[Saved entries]
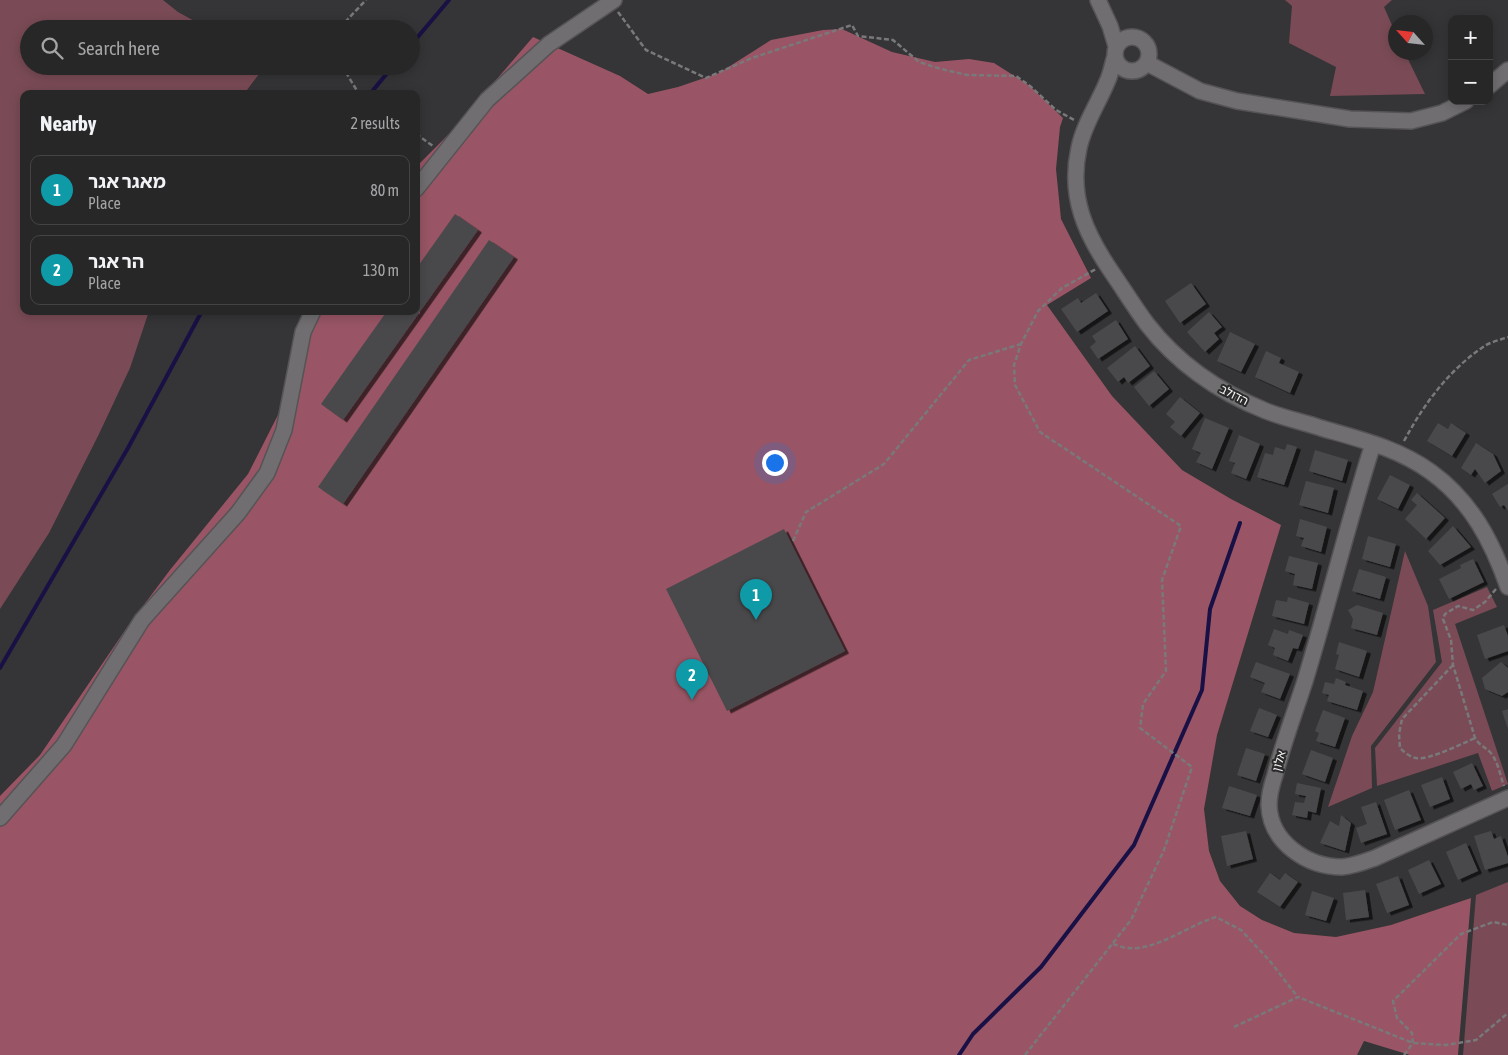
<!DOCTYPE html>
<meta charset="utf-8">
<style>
:root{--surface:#282728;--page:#302f30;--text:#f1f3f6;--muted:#a5a5a8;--line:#444445;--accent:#d93025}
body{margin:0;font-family:"Asap Condensed","Noto Sans Hebrew",sans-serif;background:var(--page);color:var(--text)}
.controls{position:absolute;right:15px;top:15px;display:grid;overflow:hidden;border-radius:10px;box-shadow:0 2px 12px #0003}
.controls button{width:45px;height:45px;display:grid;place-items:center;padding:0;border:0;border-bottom:1px solid var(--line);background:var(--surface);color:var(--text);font:25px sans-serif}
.compass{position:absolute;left:1388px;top:15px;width:45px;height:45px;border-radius:50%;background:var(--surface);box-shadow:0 2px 12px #0003;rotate:297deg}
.you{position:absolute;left:774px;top:462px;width:18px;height:18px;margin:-12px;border:4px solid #fff;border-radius:50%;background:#1a73e8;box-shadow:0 0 0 8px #1a73e833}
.badge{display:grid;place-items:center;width:32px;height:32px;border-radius:50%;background:var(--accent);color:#fff;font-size:16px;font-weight:700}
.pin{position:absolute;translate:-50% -41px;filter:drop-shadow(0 1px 2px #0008)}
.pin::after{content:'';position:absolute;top:26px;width:18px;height:15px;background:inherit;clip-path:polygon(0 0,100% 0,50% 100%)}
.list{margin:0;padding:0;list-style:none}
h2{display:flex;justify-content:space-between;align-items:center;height:65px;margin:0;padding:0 20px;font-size:21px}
h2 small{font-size:16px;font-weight:400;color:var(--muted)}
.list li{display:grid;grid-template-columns:32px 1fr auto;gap:15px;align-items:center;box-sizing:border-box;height:70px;margin:0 10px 10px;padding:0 10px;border:1px solid var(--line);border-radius:10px}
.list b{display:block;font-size:19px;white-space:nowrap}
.list p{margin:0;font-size:16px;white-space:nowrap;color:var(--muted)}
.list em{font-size:16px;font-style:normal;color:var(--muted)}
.icon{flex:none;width:28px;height:28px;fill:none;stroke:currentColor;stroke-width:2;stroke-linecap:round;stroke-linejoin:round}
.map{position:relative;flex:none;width:1508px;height:1055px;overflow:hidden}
.search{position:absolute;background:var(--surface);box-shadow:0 2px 12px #0003;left:20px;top:20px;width:400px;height:55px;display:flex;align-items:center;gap:12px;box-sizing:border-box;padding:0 18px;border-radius:28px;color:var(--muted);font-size:19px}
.panel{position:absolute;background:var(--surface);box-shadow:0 2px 12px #0003;left:20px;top:90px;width:400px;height:225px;border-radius:10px}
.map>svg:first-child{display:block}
.green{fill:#7a4b56}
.forest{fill:#995565}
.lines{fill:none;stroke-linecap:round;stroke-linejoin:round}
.stream{stroke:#191145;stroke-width:4}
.building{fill:#4a494c;filter:url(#shadow)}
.minor-casing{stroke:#555355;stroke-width:18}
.path{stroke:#79787a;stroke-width:2.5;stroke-dasharray:5 2.5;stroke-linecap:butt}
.minor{stroke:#706e70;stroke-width:15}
.labels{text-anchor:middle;stroke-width:4;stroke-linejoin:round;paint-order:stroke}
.street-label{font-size:12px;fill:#f5f4f5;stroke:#2b2a2b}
</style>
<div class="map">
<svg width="1508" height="1055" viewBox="0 0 1508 1055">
<defs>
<filter id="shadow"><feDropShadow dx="4" dy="2.5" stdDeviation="0" flood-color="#0009"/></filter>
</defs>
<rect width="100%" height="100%" fill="#353436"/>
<path class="green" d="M0,0H163L178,12L209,29H29V66H265L244,94H24V311H149L130,368L98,436L49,533L0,609Z
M1285,0H1392L1384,7L1395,32L1396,52L1405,53L1425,94L1330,96L1336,67L1289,43L1292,6Z
M1405,551L1428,606L1436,662L1371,746L1372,788L1328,807L1352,736L1373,692Z
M1487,587L1497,607L1455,624L1508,784L1492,791L1478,753L1377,786L1375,748L1442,662L1433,610Z
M1508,882V1055H1463L1476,895Z"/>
<path class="forest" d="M842,29L892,52L935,62L969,59L994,63L1030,86L1063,118L1060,127L1056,169L1061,219L1091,278L1047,305L1112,396L1182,470L1231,499L1281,525L1217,735L1204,809L1209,851L1220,881L1240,906L1262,920L1294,933L1336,937L1391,925L1471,898L1458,1055H1410L1364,1041L1357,1055H0V796L40,755L128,626L170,570L248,474L282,407L293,342L308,311H416V167L452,131L533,37L620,76L648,94L678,87L719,73L771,40L823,30Z"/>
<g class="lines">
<path class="stream" d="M411,45L449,0
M370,94L393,66
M0,668L128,448L202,311
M959,1055L973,1034L1041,967L1134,845L1202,690L1210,609L1240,523"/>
</g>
<path class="building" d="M455,214L478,230L343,420L321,404L387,311H416V269Z
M489,240L514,257L343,504L318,487Z
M1191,283L1206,304L1180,323L1165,301Z
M1096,293L1108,311L1077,332L1061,309L1078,298L1081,303Z
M1209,312L1222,327L1214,333L1219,339L1205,352L1187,332Z
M1116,320L1128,339L1098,359L1090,347L1096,342L1092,336Z
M1230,332L1255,344L1241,372L1217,361Z
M1135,346L1150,366L1128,383L1124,377L1118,382L1107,368Z
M1266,351L1281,358L1279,363L1299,372L1290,393L1255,377Z
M1154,371L1169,389L1149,406L1134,387Z
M1180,397L1200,413L1181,436L1170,427L1175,422L1166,414Z
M1205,418L1229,428L1212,469L1196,462L1201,453L1192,449Z
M1438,423L1448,429L1451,423L1466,433L1452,456L1427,441Z
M1239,435L1260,444L1246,479L1231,473L1235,463L1229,461Z
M1476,443L1493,454L1501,471L1485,483L1475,469L1471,475L1461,468Z
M1287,444L1297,447L1284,485L1257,477L1265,453L1273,455L1275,447L1285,450Z
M1315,450L1348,460L1342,481L1309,471Z
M1390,475L1410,485L1398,509L1377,499Z
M1306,481L1334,488L1328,513L1299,505Z
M1508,484V511L1504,505L1500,507L1492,494Z
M1417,493L1445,518L1426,539L1405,519L1417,505L1411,500Z
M1300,519L1327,527L1321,552L1301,546L1304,538L1296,536Z
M1453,526L1471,547L1440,565L1428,551Z
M784,529L845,651L727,711L666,589Z
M1368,536L1396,544L1390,567L1362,559Z
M1289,556L1318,563L1312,589L1293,585L1295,574L1285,571Z
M1473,559L1484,582L1449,599L1439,579L1461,568L1460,565Z
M1359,569L1386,577L1380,599L1352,591Z
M1288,597L1309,603L1304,624L1272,616L1276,600L1287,602Z
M1357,605L1383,613L1377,635L1351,628L1353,619L1348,610Z
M1504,625L1508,636V651L1485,659L1477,635Z
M1274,629L1288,634L1289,630L1303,635L1298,649L1293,648L1288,661L1273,655L1275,648L1268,645Z
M1339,642L1367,651L1359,677L1335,669L1339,655L1336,654Z
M1256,662L1290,674L1280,699L1261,692L1265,683L1250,677Z
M1501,662L1508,668V692L1502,696L1485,689L1482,678Z
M1336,678L1346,682L1345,685L1363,691L1357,710L1327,701L1329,695L1322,693L1325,682L1334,684Z
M1259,708L1277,715L1268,737L1250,731Z
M1508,709V729L1502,711Z
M1323,710L1345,718L1335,747L1316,741L1319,733L1315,731Z
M1246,748L1265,754L1256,781L1237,775Z
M1311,750L1333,758L1325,782L1302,774Z
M1472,763L1483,786L1474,790L1471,784L1461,789L1453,772Z
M1442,777L1450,799L1430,807L1421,785Z
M1297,783L1321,788L1316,813L1308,811L1307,818L1292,815L1295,802L1304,803L1306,796L1295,794Z
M1229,786L1257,795L1250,816L1222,808Z
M1409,790L1421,820L1395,830L1384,800Z
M1376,802L1387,834L1361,843L1356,828L1367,824L1361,807Z
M1341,815L1351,823L1345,851L1320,843L1330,821L1339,826Z
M1246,831L1253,859L1227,866L1221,836Z
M1491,831L1494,839L1501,836L1508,857V863L1485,870L1474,836Z
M1466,843L1478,871L1458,880L1446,852Z
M1429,860L1441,884L1419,894L1408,870Z
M1270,873L1280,880L1285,873L1298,882L1280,907L1257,892Z
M1398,876L1409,905L1387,913L1376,884Z
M1365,890L1369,917L1346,920L1343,893Z
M1312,891L1334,898L1326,921L1305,915Z"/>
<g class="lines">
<defs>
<path id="minor" d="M1098,0L1110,26L1116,46
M1115 54a17 17 0 1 1 34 0a17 17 0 1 1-34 0Z
M1115,56C1112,65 1111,74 1107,82C1098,104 1084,124 1079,148C1068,197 1086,235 1113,274C1124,290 1135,308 1147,324C1178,364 1219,392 1266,411C1284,418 1303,422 1321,428C1359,439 1398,448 1431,472C1471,501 1492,541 1508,587
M1147,63L1200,91L1237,101L1350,119L1411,121L1442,113L1466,101
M1489,86L1508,70
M416,189L487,100L549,44L614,0
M1373,444C1348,522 1329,602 1305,681C1295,712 1283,743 1275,775C1272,784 1269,795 1269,805C1270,842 1307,867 1342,867C1354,866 1364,862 1375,858L1508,798
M0,818L64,745L142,620L238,513L267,473L284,430L303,332L313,311"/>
</defs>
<use href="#minor" class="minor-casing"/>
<path class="path" d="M618,12L646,50L706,78L752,58L852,25L858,36L893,40L919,62L941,69L967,75L1016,76L1030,86L1056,110L1076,121
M342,29L347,20L366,0
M342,66L359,94
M416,134L433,146
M1404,441C1424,404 1448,371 1483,347C1490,342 1500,340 1508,337
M793,541L806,512L884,464L969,360L1021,344
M1496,589L1485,602L1473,610L1458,606L1445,614L1443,619L1451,640L1453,665L1475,738C1481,747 1484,746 1490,752C1498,761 1500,775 1504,786
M1453,665L1402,719L1399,734L1400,748C1404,752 1410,757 1416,758C1427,761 1464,743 1475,738
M1113,944C1117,945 1123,948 1128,948C1156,951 1189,925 1216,917L1241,930L1269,960L1297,996
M1234,1027L1298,997L1413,1043L1446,1045L1476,1040L1508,1013
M1025,1055L1131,920L1164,850L1192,767L1140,728L1143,704L1166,671L1162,580L1181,526L1040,432L1015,385L1014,365L1021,344L1038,311L1062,288L1096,269
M1404,1055L1413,1043L1412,1033L1397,1018L1393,1001L1461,934L1493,922L1508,925"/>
<use href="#minor" class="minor"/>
</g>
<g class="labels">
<g class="street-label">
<text transform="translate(1234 395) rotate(27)" y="4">הדולב</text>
<text transform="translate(1279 761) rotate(-74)" y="4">אלון</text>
</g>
</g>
</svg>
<div class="controls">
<button>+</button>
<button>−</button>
</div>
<svg class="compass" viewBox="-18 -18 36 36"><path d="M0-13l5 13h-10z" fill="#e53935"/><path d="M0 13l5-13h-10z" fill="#a5a5a8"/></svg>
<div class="you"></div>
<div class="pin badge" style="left:756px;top:620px;background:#0f9aa8">1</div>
<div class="pin badge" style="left:692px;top:700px;background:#0f9aa8">2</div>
<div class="search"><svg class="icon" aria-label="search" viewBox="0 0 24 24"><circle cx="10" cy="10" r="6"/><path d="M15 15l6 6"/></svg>Search here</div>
<section class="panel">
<h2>Nearby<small>2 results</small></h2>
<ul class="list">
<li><span class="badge" style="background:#0f9aa8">1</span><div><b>מאגר אגר</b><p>Place</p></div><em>80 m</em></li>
<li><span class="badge" style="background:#0f9aa8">2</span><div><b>הר אגר</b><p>Place</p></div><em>130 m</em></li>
</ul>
</section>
</div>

* EXERCISE DETAILS:
Search the data above for the string "grid" and copy each line that has it.

* ANSWER FOR THE TASK:
.controls{position:absolute;right:15px;top:15px;display:grid;overflow:hidden;border-radius:10px;box-shadow:0 2px 12px #0003}
.controls button{width:45px;height:45px;display:grid;place-items:center;padding:0;border:0;border-bottom:1px solid var(--line);background:var(--surface);color:var(--text);font:25px sans-serif}
.badge{display:grid;place-items:center;width:32px;height:32px;border-radius:50%;background:var(--accent);color:#fff;font-size:16px;font-weight:700}
.list li{display:grid;grid-template-columns:32px 1fr auto;gap:15px;align-items:center;box-sizing:border-box;height:70px;margin:0 10px 10px;padding:0 10px;border:1px solid var(--line);border-radius:10px}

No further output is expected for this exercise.